[Work to complete] Set down the records again, keeping each line exactly as it is.

[Extracted records]

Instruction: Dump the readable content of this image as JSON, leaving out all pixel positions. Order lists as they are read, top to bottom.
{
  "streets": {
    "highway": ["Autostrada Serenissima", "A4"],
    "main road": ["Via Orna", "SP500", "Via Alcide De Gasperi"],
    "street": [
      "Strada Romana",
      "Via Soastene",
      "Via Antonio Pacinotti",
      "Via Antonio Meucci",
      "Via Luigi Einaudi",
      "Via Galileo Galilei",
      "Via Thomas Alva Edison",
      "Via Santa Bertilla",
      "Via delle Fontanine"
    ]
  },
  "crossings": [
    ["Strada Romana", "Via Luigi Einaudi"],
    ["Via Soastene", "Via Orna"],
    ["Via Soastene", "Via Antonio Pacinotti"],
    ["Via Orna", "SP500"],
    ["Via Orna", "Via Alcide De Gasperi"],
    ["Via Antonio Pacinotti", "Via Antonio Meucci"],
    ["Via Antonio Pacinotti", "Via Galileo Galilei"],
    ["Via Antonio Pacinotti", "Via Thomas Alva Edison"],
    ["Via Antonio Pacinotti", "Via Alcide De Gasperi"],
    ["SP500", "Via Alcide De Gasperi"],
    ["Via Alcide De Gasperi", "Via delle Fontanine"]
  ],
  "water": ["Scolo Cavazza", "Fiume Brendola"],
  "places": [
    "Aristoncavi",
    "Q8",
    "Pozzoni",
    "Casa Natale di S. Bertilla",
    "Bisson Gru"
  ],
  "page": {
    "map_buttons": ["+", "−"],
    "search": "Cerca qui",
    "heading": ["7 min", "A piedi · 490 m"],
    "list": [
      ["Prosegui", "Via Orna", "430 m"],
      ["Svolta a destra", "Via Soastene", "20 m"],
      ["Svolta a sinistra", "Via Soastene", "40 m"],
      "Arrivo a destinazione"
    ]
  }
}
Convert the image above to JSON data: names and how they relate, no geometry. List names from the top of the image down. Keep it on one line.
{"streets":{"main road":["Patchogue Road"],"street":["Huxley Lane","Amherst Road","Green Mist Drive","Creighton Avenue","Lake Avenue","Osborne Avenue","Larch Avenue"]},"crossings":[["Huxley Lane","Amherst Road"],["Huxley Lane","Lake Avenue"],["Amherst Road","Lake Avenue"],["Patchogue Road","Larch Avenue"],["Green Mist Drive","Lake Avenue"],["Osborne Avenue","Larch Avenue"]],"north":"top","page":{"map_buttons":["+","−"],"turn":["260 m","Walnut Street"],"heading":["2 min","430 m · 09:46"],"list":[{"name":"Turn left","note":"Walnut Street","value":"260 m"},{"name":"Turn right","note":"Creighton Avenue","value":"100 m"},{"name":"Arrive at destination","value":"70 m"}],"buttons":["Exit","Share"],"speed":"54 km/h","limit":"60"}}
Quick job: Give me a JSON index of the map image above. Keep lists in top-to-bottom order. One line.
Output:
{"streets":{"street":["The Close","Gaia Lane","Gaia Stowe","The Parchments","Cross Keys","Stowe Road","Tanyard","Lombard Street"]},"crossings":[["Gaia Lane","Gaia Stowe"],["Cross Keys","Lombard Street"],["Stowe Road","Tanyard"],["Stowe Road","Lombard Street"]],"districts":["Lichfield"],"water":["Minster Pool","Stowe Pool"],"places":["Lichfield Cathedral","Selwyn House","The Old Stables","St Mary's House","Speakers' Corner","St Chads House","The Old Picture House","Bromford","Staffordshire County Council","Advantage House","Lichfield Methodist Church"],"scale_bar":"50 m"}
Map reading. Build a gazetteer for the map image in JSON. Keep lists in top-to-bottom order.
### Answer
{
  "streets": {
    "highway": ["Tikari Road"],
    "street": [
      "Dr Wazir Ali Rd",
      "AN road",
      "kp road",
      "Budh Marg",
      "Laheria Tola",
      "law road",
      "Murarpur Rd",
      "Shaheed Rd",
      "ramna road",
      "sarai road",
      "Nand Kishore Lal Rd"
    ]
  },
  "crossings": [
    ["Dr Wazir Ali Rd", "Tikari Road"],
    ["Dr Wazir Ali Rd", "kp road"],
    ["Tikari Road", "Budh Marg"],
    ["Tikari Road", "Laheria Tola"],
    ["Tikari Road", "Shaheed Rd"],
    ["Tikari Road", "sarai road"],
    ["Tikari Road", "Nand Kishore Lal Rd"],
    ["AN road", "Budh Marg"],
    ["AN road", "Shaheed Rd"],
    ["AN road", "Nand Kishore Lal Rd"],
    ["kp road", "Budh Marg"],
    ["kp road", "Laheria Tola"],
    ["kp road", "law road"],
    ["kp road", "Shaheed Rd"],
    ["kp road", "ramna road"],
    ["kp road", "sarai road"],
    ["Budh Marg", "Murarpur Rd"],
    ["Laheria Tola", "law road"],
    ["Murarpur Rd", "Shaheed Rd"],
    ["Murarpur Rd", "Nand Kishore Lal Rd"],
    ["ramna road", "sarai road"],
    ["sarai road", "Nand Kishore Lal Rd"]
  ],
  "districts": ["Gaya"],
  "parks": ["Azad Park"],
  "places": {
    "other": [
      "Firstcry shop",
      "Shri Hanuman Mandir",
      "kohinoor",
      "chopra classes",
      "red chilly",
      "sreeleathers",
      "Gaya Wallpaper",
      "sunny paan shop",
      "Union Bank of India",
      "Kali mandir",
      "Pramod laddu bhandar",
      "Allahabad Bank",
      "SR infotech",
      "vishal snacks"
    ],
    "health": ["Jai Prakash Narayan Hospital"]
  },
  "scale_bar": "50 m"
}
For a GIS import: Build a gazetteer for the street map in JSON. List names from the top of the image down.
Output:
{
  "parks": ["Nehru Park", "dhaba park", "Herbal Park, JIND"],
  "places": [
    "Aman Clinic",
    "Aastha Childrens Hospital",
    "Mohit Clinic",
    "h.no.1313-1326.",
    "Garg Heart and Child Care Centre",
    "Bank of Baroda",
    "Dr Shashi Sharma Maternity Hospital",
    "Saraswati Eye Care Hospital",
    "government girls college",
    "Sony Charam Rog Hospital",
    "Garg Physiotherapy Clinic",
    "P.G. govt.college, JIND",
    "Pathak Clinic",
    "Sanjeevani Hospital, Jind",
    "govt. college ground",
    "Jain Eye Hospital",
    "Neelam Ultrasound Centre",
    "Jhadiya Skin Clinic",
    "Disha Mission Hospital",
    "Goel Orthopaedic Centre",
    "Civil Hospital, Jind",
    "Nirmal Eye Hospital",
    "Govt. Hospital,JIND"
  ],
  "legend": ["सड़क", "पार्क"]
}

[Solution for this problem]
Instruction: Dump the readable content of this image as JSON, leaving out all pixel positions. Order lists as they are read, top to bottom.
{
  "streets": {
    "highway": ["Autostrada Serenissima", "A4"],
    "main road": ["Via Orna", "SP500", "Via Alcide De Gasperi"],
    "street": [
      "Strada Romana",
      "Via Soastene",
      "Via Antonio Pacinotti",
      "Via Antonio Meucci",
      "Via Luigi Einaudi",
      "Via Galileo Galilei",
      "Via Thomas Alva Edison",
      "Via Santa Bertilla",
      "Via delle Fontanine"
    ]
  },
  "crossings": [
    ["Strada Romana", "Via Luigi Einaudi"],
    ["Via Soastene", "Via Orna"],
    ["Via Soastene", "Via Antonio Pacinotti"],
    ["Via Orna", "SP500"],
    ["Via Orna", "Via Alcide De Gasperi"],
    ["Via Antonio Pacinotti", "Via Antonio Meucci"],
    ["Via Antonio Pacinotti", "Via Galileo Galilei"],
    ["Via Antonio Pacinotti", "Via Thomas Alva Edison"],
    ["Via Antonio Pacinotti", "Via Alcide De Gasperi"],
    ["SP500", "Via Alcide De Gasperi"],
    ["Via Alcide De Gasperi", "Via delle Fontanine"]
  ],
  "water": ["Scolo Cavazza", "Fiume Brendola"],
  "places": [
    "Aristoncavi",
    "Q8",
    "Pozzoni",
    "Casa Natale di S. Bertilla",
    "Bisson Gru"
  ],
  "page": {
    "map_buttons": ["+", "−"],
    "search": "Cerca qui",
    "heading": ["7 min", "A piedi · 490 m"],
    "list": [
      ["Prosegui", "Via Orna", "430 m"],
      ["Svolta a destra", "Via Soastene", "20 m"],
      ["Svolta a sinistra", "Via Soastene", "40 m"],
      "Arrivo a destinazione"
    ]
  }
}
Convert the image above to JSON data: names and how they relate, no geometry. List names from the top of the image down. Keep it on one line.
{"streets":{"main road":["Patchogue Road"],"street":["Huxley Lane","Amherst Road","Green Mist Drive","Creighton Avenue","Lake Avenue","Osborne Avenue","Larch Avenue"]},"crossings":[["Huxley Lane","Amherst Road"],["Huxley Lane","Lake Avenue"],["Amherst Road","Lake Avenue"],["Patchogue Road","Larch Avenue"],["Green Mist Drive","Lake Avenue"],["Osborne Avenue","Larch Avenue"]],"north":"top","page":{"map_buttons":["+","−"],"turn":["260 m","Walnut Street"],"heading":["2 min","430 m · 09:46"],"list":[{"name":"Turn left","note":"Walnut Street","value":"260 m"},{"name":"Turn right","note":"Creighton Avenue","value":"100 m"},{"name":"Arrive at destination","value":"70 m"}],"buttons":["Exit","Share"],"speed":"54 km/h","limit":"60"}}
Quick job: Give me a JSON index of the map image above. Keep lists in top-to-bottom order. One line.
Output:
{"streets":{"street":["The Close","Gaia Lane","Gaia Stowe","The Parchments","Cross Keys","Stowe Road","Tanyard","Lombard Street"]},"crossings":[["Gaia Lane","Gaia Stowe"],["Cross Keys","Lombard Street"],["Stowe Road","Tanyard"],["Stowe Road","Lombard Street"]],"districts":["Lichfield"],"water":["Minster Pool","Stowe Pool"],"places":["Lichfield Cathedral","Selwyn House","The Old Stables","St Mary's House","Speakers' Corner","St Chads House","The Old Picture House","Bromford","Staffordshire County Council","Advantage House","Lichfield Methodist Church"],"scale_bar":"50 m"}
Map reading. Build a gazetteer for the map image in JSON. Keep lists in top-to-bottom order.
### Answer
{
  "streets": {
    "highway": ["Tikari Road"],
    "street": [
      "Dr Wazir Ali Rd",
      "AN road",
      "kp road",
      "Budh Marg",
      "Laheria Tola",
      "law road",
      "Murarpur Rd",
      "Shaheed Rd",
      "ramna road",
      "sarai road",
      "Nand Kishore Lal Rd"
    ]
  },
  "crossings": [
    ["Dr Wazir Ali Rd", "Tikari Road"],
    ["Dr Wazir Ali Rd", "kp road"],
    ["Tikari Road", "Budh Marg"],
    ["Tikari Road", "Laheria Tola"],
    ["Tikari Road", "Shaheed Rd"],
    ["Tikari Road", "sarai road"],
    ["Tikari Road", "Nand Kishore Lal Rd"],
    ["AN road", "Budh Marg"],
    ["AN road", "Shaheed Rd"],
    ["AN road", "Nand Kishore Lal Rd"],
    ["kp road", "Budh Marg"],
    ["kp road", "Laheria Tola"],
    ["kp road", "law road"],
    ["kp road", "Shaheed Rd"],
    ["kp road", "ramna road"],
    ["kp road", "sarai road"],
    ["Budh Marg", "Murarpur Rd"],
    ["Laheria Tola", "law road"],
    ["Murarpur Rd", "Shaheed Rd"],
    ["Murarpur Rd", "Nand Kishore Lal Rd"],
    ["ramna road", "sarai road"],
    ["sarai road", "Nand Kishore Lal Rd"]
  ],
  "districts": ["Gaya"],
  "parks": ["Azad Park"],
  "places": {
    "other": [
      "Firstcry shop",
      "Shri Hanuman Mandir",
      "kohinoor",
      "chopra classes",
      "red chilly",
      "sreeleathers",
      "Gaya Wallpaper",
      "sunny paan shop",
      "Union Bank of India",
      "Kali mandir",
      "Pramod laddu bhandar",
      "Allahabad Bank",
      "SR infotech",
      "vishal snacks"
    ],
    "health": ["Jai Prakash Narayan Hospital"]
  },
  "scale_bar": "50 m"
}
For a GIS import: Build a gazetteer for the street map in JSON. List names from the top of the image down.
Output:
{
  "parks": ["Nehru Park", "dhaba park", "Herbal Park, JIND"],
  "places": [
    "Aman Clinic",
    "Aastha Childrens Hospital",
    "Mohit Clinic",
    "h.no.1313-1326.",
    "Garg Heart and Child Care Centre",
    "Bank of Baroda",
    "Dr Shashi Sharma Maternity Hospital",
    "Saraswati Eye Care Hospital",
    "government girls college",
    "Sony Charam Rog Hospital",
    "Garg Physiotherapy Clinic",
    "P.G. govt.college, JIND",
    "Pathak Clinic",
    "Sanjeevani Hospital, Jind",
    "govt. college ground",
    "Jain Eye Hospital",
    "Neelam Ultrasound Centre",
    "Jhadiya Skin Clinic",
    "Disha Mission Hospital",
    "Goel Orthopaedic Centre",
    "Civil Hospital, Jind",
    "Nirmal Eye Hospital",
    "Govt. Hospital,JIND"
  ],
  "legend": ["सड़क", "पार्क"]
}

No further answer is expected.